◆ **Exercise details**
Those lines of the data that hold the word "textAlign" are to be copied out.

═══ Recorded information

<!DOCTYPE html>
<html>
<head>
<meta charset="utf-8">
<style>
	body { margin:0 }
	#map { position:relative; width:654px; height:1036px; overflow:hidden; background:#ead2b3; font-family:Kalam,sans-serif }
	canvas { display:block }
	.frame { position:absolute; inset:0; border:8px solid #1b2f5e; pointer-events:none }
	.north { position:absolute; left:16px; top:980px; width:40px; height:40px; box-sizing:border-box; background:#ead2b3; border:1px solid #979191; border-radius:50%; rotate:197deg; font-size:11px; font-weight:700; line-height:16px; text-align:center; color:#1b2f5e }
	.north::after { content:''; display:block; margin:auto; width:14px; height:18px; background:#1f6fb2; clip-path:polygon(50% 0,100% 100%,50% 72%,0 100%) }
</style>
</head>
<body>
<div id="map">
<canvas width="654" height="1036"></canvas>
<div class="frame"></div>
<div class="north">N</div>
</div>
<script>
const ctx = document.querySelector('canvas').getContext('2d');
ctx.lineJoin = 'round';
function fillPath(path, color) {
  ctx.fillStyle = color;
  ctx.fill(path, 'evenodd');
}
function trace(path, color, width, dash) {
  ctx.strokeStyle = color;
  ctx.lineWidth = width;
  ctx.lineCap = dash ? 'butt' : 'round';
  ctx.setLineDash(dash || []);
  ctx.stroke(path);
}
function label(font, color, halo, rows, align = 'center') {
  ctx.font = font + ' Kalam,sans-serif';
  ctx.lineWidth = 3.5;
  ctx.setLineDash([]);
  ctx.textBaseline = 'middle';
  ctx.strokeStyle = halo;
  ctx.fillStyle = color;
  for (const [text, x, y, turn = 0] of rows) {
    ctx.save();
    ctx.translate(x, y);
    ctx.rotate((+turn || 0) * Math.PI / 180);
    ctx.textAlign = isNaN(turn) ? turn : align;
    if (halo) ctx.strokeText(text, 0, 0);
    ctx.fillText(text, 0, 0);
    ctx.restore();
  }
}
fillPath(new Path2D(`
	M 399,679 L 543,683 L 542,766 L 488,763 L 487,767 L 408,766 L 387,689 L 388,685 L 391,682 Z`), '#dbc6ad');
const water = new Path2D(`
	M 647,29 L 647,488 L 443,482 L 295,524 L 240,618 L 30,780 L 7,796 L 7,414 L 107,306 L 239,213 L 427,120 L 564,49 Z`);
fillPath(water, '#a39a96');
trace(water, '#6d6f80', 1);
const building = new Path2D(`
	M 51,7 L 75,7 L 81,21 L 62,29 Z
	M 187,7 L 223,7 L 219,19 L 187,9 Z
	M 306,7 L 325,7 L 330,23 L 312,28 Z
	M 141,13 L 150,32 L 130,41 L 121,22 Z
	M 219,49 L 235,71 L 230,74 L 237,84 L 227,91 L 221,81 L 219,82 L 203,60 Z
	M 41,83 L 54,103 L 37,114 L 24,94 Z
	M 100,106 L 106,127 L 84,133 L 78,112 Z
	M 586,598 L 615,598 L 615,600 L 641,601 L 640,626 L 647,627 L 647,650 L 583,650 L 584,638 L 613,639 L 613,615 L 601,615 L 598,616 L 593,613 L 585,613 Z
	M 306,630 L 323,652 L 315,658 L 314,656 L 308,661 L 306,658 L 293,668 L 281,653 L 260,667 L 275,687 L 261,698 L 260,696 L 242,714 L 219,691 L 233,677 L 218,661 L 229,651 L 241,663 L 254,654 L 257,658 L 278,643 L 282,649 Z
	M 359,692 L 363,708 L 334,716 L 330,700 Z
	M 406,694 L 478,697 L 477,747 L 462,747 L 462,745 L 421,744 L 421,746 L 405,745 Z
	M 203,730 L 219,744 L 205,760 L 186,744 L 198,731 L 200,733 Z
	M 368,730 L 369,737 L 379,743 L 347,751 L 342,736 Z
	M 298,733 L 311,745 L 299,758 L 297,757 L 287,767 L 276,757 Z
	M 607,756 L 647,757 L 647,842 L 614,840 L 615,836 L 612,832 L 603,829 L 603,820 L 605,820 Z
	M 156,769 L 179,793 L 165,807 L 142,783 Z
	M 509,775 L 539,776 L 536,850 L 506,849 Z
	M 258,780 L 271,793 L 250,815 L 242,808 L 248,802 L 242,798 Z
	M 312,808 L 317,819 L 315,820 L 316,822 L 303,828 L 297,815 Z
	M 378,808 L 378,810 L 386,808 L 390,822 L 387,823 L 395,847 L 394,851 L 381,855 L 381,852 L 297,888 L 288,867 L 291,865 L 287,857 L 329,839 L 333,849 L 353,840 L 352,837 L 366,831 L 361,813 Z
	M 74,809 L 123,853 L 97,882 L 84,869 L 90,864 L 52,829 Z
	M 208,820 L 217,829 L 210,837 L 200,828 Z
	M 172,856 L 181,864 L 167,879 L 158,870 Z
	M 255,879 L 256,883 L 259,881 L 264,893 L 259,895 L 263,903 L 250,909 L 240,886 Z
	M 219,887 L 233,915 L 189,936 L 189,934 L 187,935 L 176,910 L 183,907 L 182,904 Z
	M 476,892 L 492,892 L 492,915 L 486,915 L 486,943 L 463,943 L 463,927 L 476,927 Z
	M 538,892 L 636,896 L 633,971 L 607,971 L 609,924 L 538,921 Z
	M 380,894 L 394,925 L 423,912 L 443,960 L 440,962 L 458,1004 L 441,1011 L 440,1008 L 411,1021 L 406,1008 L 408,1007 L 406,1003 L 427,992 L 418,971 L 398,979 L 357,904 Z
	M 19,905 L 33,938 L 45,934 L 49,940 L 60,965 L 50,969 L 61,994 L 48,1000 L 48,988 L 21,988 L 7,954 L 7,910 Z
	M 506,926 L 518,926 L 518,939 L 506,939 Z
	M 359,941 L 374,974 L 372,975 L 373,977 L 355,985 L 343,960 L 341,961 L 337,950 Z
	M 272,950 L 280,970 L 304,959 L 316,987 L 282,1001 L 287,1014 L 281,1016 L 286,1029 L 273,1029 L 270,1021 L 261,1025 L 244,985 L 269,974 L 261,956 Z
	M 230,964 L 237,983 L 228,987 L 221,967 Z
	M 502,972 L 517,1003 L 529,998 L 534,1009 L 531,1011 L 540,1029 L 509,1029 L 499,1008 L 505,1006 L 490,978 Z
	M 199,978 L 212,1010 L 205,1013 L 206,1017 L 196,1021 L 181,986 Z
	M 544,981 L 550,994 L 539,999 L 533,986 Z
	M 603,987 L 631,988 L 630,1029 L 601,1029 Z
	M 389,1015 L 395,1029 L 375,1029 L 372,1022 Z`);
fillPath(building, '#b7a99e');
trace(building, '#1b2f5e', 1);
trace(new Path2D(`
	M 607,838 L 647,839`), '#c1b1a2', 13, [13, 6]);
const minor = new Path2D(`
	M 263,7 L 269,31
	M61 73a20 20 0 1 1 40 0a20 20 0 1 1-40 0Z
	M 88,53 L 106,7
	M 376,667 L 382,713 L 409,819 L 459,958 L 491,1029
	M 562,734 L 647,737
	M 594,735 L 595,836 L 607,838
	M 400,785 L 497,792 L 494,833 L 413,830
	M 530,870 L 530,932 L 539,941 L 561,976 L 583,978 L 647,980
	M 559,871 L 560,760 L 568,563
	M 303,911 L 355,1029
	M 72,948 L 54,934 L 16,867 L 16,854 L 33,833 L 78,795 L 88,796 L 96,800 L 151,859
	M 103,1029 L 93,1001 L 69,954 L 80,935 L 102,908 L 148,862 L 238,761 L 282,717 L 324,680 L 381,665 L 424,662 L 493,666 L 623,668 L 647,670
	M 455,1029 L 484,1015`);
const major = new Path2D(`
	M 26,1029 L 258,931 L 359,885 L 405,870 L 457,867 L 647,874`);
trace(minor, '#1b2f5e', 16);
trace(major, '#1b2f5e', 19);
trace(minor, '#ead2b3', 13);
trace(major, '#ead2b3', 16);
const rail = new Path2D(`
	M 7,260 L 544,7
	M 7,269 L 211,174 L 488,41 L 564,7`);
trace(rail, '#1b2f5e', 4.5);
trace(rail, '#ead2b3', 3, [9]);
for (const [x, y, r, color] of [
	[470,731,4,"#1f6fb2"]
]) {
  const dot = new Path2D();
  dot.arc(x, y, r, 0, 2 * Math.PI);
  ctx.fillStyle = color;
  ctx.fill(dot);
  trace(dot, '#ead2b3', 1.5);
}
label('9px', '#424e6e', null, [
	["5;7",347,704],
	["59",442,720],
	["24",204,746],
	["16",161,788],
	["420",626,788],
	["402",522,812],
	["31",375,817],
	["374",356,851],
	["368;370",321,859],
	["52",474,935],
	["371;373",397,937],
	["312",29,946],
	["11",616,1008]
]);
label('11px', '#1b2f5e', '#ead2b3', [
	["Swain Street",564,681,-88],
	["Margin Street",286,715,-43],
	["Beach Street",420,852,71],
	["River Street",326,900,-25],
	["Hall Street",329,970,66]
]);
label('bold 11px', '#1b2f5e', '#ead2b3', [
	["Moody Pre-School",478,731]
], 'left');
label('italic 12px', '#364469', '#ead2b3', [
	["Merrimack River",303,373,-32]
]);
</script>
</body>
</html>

══════
═══ Recorded information

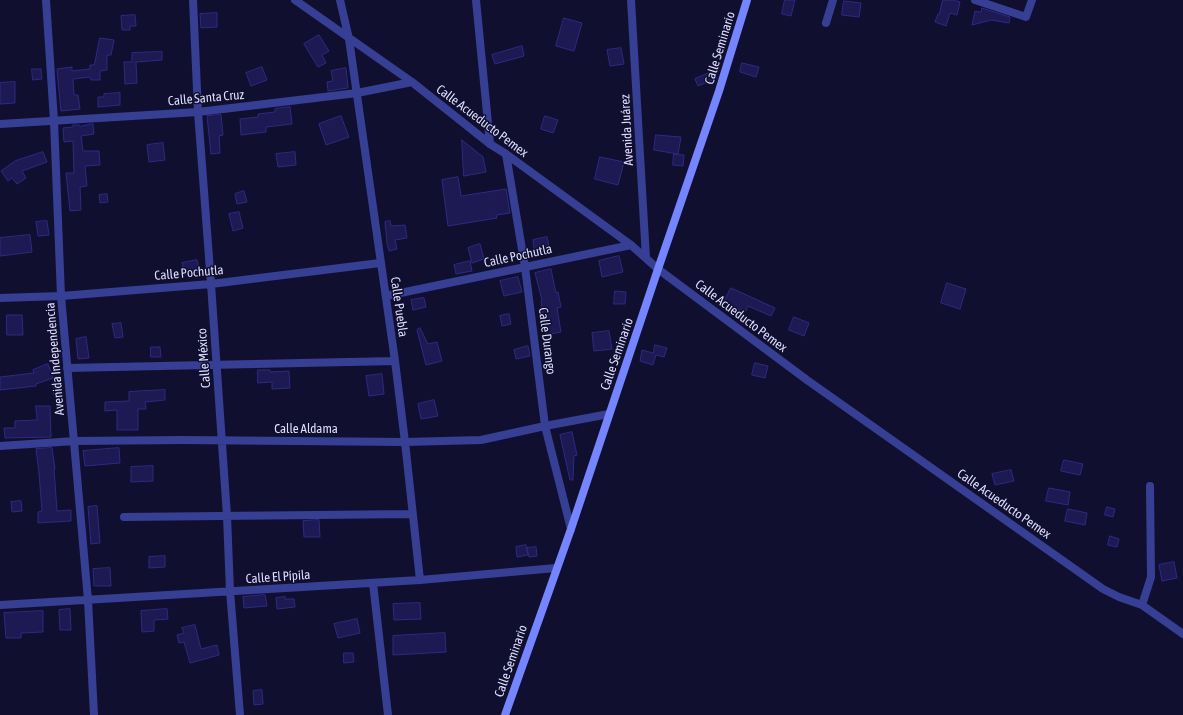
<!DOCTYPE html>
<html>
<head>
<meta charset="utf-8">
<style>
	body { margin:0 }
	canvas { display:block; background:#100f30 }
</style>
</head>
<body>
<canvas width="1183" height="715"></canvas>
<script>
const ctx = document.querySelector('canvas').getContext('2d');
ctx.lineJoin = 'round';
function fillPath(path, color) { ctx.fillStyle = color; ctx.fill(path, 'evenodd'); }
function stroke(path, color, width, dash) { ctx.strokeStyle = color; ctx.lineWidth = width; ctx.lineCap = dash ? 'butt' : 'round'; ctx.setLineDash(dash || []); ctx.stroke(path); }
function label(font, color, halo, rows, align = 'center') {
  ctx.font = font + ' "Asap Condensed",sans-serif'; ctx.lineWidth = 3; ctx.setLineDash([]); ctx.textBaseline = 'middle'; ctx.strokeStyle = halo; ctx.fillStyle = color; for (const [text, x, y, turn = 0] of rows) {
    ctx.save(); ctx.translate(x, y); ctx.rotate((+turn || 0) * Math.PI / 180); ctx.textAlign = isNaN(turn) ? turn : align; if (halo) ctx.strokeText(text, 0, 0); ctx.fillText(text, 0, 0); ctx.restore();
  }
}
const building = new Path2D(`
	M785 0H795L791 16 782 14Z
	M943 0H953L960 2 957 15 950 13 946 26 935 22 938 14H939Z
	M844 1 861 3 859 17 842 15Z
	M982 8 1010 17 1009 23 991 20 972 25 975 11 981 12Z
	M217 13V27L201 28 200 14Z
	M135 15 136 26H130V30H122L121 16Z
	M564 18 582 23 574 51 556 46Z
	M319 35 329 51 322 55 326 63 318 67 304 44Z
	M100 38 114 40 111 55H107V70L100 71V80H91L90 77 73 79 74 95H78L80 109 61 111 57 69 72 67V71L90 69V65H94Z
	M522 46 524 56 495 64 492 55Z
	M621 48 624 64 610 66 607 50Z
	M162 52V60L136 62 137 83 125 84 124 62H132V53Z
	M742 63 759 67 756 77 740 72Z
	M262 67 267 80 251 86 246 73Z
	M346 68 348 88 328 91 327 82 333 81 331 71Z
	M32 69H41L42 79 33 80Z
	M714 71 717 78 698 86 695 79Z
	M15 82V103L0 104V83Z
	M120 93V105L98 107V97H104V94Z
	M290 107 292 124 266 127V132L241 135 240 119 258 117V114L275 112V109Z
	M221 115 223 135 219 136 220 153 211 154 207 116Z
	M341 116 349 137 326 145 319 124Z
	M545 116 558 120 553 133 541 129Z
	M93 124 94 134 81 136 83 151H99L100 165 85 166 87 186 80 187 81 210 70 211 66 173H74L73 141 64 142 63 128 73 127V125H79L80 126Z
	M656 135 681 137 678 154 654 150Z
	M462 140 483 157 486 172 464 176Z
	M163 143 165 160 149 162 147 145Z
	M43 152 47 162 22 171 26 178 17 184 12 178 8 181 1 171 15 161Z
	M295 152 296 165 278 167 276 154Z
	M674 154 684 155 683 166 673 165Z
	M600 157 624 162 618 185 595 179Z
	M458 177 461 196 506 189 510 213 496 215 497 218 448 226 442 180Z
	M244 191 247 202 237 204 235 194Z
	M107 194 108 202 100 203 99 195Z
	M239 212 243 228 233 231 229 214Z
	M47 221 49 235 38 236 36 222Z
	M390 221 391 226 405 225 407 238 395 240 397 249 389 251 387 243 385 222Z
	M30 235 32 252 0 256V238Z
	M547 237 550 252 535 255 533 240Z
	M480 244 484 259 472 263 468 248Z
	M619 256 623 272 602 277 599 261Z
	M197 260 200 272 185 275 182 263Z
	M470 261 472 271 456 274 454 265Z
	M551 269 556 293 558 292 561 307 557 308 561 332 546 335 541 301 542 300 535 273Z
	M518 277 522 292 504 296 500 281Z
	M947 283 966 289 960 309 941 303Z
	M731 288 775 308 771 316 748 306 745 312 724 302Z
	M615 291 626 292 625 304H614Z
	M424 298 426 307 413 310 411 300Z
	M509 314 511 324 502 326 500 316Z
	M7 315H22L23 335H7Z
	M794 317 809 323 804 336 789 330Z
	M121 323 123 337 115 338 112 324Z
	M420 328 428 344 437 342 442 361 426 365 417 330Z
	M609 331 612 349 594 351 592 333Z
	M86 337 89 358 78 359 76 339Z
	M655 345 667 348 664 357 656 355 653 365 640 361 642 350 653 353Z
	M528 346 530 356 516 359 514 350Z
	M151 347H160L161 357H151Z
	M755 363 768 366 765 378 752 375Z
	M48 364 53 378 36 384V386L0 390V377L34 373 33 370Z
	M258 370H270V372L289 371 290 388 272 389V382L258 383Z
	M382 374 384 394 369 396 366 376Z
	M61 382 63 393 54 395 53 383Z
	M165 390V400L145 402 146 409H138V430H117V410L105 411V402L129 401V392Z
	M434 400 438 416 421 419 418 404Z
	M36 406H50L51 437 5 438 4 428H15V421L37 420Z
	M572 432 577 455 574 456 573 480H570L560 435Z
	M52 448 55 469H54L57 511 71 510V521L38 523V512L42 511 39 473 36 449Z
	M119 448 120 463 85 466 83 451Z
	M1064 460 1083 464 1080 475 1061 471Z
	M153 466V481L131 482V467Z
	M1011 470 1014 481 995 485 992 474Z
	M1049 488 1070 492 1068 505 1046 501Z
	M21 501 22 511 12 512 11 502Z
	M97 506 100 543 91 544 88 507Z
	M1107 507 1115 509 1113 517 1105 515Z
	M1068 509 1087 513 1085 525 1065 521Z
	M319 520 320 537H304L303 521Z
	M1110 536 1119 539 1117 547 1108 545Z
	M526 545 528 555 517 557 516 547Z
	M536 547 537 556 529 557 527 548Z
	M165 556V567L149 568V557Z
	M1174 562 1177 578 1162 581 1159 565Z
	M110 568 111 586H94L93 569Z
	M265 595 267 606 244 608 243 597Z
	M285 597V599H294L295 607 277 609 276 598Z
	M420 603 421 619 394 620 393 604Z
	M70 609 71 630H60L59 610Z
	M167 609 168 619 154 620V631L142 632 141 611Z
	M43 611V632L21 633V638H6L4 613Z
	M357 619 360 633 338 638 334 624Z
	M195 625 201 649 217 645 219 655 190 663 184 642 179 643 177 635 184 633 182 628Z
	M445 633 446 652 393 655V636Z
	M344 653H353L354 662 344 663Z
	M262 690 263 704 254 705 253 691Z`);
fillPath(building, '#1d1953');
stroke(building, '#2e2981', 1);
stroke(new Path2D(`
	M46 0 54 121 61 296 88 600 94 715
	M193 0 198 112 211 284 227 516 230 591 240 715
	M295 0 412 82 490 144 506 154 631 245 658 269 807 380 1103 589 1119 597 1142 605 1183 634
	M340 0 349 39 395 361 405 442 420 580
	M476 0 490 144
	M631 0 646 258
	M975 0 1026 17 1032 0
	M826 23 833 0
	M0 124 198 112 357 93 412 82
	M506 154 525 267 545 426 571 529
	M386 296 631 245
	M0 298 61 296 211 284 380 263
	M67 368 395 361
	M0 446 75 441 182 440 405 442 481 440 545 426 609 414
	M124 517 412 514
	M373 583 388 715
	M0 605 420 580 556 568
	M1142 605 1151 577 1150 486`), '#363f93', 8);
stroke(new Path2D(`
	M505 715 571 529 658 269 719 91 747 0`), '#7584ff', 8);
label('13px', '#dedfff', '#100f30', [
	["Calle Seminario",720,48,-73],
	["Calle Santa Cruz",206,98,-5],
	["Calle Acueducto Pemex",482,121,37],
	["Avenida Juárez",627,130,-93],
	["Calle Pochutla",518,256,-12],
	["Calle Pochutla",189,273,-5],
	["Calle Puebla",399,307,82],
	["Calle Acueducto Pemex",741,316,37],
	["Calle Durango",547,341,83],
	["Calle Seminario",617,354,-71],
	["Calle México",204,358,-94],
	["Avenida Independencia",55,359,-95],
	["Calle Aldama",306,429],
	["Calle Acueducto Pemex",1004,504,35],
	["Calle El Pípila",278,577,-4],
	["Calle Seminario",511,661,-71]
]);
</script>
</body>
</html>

══════

◆ **Response**
    ctx.textAlign = isNaN(turn) ? turn : align;
    ctx.save(); ctx.translate(x, y); ctx.rotate((+turn || 0) * Math.PI / 180); ctx.textAlign = isNaN(turn) ? turn : align; if (halo) ctx.strokeText(text, 0, 0); ctx.fillText(text, 0, 0); ctx.restore();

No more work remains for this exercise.